There must be something specific about the way the numbers are drawn to say its 14/1. Otherwise u are right and it shoud be in the billions.

answer 1 has it upside down.6/49*5/48*4/47*3/46*2/45*1/44
=
1/13983816
or
13983815:1

Answer 1 wasn’t calculating the probability, but the size of the sample space. Since there is only 1 winning combination, the prob is 1/his answer.

But, still, since order doesn’t matter, the easiest way to calculate it is to count the number of ways you can choose 49 objects 6 at a time:

49 choose 6 =

49!
—————-
(49-6)!*6!

=

49*48*47*46*45*44
—————————
6*5*4*3*2*1

different ways that the balls could be drawn from the hopper.

So, the chances of winning are 1 in that many

Oh, and you could think of it like this:

The original questioner was almost right in his way of counting it. You just have to divide by 6! to make it order independent.

The difference is between permutations and combinations.

If you calculate a permutation, then the calculation is
49×48x47×46x45×44
But this means that the person who has the ticket containing numbers 1, 2, 3, 4, 5, and 6 has a different ticket than the person whose ticket contains the numbers 2, 1, 4, 3, 6, and 5. And if the drawing result is 6, 5, 4, 3, 2, and 1 then both of them would lose.

The point is that with a permutation, it isn’t just the numbers that are important, but the order in which the numbers appear. That is not how the lottery works.

Instead, the lottery works on seeking a combination of numbers.
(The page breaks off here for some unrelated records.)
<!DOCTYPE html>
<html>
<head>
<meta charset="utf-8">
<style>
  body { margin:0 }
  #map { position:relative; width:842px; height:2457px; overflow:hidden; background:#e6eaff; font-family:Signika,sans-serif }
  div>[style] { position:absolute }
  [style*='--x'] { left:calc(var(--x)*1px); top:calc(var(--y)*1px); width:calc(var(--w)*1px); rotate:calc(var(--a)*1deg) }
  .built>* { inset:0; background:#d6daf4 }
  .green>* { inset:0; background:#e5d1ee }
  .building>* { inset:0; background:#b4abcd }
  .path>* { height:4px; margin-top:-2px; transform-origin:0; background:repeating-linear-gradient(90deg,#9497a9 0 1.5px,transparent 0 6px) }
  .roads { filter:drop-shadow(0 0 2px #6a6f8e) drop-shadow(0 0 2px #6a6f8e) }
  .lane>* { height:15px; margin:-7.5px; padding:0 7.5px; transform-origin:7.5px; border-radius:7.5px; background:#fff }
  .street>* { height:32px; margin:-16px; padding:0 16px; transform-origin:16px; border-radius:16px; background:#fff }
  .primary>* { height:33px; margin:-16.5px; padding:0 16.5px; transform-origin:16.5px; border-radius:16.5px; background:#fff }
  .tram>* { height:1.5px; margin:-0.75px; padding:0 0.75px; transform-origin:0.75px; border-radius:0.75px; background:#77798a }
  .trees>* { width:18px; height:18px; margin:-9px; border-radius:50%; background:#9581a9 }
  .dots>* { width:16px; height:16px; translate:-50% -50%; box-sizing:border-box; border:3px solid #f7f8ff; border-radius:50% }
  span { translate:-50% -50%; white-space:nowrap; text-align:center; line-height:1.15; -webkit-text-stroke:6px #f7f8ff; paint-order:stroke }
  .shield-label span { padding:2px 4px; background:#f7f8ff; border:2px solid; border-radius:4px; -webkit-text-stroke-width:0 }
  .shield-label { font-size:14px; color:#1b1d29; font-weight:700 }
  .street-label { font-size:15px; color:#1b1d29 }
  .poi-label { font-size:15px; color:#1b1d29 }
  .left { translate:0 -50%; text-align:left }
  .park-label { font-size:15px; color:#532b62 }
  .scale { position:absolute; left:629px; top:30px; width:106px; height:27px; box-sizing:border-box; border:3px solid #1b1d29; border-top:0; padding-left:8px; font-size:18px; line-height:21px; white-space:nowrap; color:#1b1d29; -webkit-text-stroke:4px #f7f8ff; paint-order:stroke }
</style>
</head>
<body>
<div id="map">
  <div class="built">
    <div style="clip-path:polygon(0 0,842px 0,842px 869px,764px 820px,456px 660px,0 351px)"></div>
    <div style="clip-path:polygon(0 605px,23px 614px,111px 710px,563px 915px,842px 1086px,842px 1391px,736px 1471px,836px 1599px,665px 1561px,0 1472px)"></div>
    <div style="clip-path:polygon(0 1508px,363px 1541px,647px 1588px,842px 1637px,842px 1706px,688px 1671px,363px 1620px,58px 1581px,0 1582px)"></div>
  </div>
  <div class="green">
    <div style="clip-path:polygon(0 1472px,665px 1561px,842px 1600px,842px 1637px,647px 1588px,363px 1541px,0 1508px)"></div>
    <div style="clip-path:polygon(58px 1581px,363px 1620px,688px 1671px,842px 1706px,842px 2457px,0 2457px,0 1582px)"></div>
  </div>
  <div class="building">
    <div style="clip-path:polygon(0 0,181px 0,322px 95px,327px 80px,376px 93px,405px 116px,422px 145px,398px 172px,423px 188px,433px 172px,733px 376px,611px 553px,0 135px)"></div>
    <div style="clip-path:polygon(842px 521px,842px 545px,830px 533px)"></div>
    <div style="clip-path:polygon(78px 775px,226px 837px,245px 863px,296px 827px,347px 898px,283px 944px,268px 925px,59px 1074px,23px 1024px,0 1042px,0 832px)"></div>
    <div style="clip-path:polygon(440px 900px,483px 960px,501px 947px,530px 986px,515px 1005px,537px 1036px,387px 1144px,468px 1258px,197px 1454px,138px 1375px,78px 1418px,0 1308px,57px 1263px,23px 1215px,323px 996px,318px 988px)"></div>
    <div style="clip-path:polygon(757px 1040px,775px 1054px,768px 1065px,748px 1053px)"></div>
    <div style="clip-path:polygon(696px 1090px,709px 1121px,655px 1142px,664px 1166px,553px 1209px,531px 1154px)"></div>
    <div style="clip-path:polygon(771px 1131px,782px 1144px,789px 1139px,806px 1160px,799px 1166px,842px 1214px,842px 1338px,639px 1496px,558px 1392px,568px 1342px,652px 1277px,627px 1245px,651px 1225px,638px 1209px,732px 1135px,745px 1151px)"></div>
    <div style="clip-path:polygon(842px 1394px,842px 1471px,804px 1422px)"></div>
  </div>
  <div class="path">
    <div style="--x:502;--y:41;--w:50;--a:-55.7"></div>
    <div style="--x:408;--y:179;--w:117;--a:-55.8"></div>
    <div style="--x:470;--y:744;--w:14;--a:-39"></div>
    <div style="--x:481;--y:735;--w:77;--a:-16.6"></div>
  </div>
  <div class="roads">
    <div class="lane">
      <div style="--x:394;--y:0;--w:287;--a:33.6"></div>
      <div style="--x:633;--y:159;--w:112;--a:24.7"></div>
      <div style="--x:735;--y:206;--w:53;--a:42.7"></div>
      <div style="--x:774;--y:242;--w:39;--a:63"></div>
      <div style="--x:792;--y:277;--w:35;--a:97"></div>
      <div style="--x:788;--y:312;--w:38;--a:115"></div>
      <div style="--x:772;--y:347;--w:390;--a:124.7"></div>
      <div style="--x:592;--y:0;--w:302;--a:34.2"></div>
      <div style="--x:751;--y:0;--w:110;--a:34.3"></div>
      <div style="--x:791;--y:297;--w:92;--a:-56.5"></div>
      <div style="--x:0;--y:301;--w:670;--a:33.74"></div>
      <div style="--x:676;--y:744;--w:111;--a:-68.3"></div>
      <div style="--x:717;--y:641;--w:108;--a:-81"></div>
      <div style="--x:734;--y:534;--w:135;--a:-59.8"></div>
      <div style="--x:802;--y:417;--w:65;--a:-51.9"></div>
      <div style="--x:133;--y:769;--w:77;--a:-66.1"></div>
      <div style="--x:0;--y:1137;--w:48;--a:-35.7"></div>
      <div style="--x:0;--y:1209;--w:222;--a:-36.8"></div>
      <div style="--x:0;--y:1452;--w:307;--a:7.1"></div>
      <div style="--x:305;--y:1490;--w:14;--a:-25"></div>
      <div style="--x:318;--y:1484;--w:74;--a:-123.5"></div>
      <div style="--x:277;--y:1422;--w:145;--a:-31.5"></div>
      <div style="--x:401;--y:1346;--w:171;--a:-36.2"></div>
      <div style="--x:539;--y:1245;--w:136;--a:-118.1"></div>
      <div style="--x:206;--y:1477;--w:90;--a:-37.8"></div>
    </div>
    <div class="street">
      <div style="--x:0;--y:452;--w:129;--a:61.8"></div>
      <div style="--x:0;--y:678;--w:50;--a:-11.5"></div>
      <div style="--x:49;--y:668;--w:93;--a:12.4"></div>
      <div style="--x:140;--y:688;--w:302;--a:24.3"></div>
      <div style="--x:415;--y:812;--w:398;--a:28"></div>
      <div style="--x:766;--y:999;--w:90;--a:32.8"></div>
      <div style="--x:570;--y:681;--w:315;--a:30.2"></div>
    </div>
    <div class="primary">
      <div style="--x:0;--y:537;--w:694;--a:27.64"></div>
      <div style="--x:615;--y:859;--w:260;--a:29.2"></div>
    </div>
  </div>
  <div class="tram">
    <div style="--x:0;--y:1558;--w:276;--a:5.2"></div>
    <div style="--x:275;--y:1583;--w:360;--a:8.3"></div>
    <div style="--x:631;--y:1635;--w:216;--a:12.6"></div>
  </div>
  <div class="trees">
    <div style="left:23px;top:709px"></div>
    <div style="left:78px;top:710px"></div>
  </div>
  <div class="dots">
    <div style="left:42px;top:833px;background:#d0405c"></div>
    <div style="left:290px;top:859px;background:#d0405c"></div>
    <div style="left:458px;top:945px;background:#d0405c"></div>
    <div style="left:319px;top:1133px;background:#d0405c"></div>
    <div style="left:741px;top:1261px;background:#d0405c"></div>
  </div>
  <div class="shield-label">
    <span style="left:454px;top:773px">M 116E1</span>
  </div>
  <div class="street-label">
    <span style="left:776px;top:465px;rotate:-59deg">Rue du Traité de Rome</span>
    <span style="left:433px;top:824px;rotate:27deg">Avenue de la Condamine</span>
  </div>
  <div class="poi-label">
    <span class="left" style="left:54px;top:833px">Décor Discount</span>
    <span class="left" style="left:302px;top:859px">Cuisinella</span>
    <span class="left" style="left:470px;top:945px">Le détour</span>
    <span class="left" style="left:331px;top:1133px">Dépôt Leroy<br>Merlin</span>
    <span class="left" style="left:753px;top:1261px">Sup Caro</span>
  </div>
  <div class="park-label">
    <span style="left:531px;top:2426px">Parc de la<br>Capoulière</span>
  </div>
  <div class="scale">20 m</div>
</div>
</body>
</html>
If a person had a ticket with the numbers 1, 2, 3, 4, 5, and 6 and the balls actually drawn in the lottery are 6, 5, 4, 3, 2, and 1 (in that order), then the guy has one–he has the correct combination of numbers.

The way this is calculated is as follows
n! / ((n – r)! x r!)
Where n is the number of balls from which you are drawing and r is the number of balls being drawn. In this example, n is 49 and r is 6 (since you are drawing 6 balls out of 49. So
49! / ((49 – 6)! x 6!)
= 49! / (43! x 6!)
= (49 x 48 x 47 x 46 x 45 x 44 x 43!) / (43! x 6!)
= (49 x 48 x 47 x 46 x 45 x 44) / (6 x 5 x 4 x 3 x 2 x 1)
= 13,983,816
And 1 of those is the correct combination. So the probability of winning is 1/13,983,816 and the odds against winning are 13,983,815 to 1.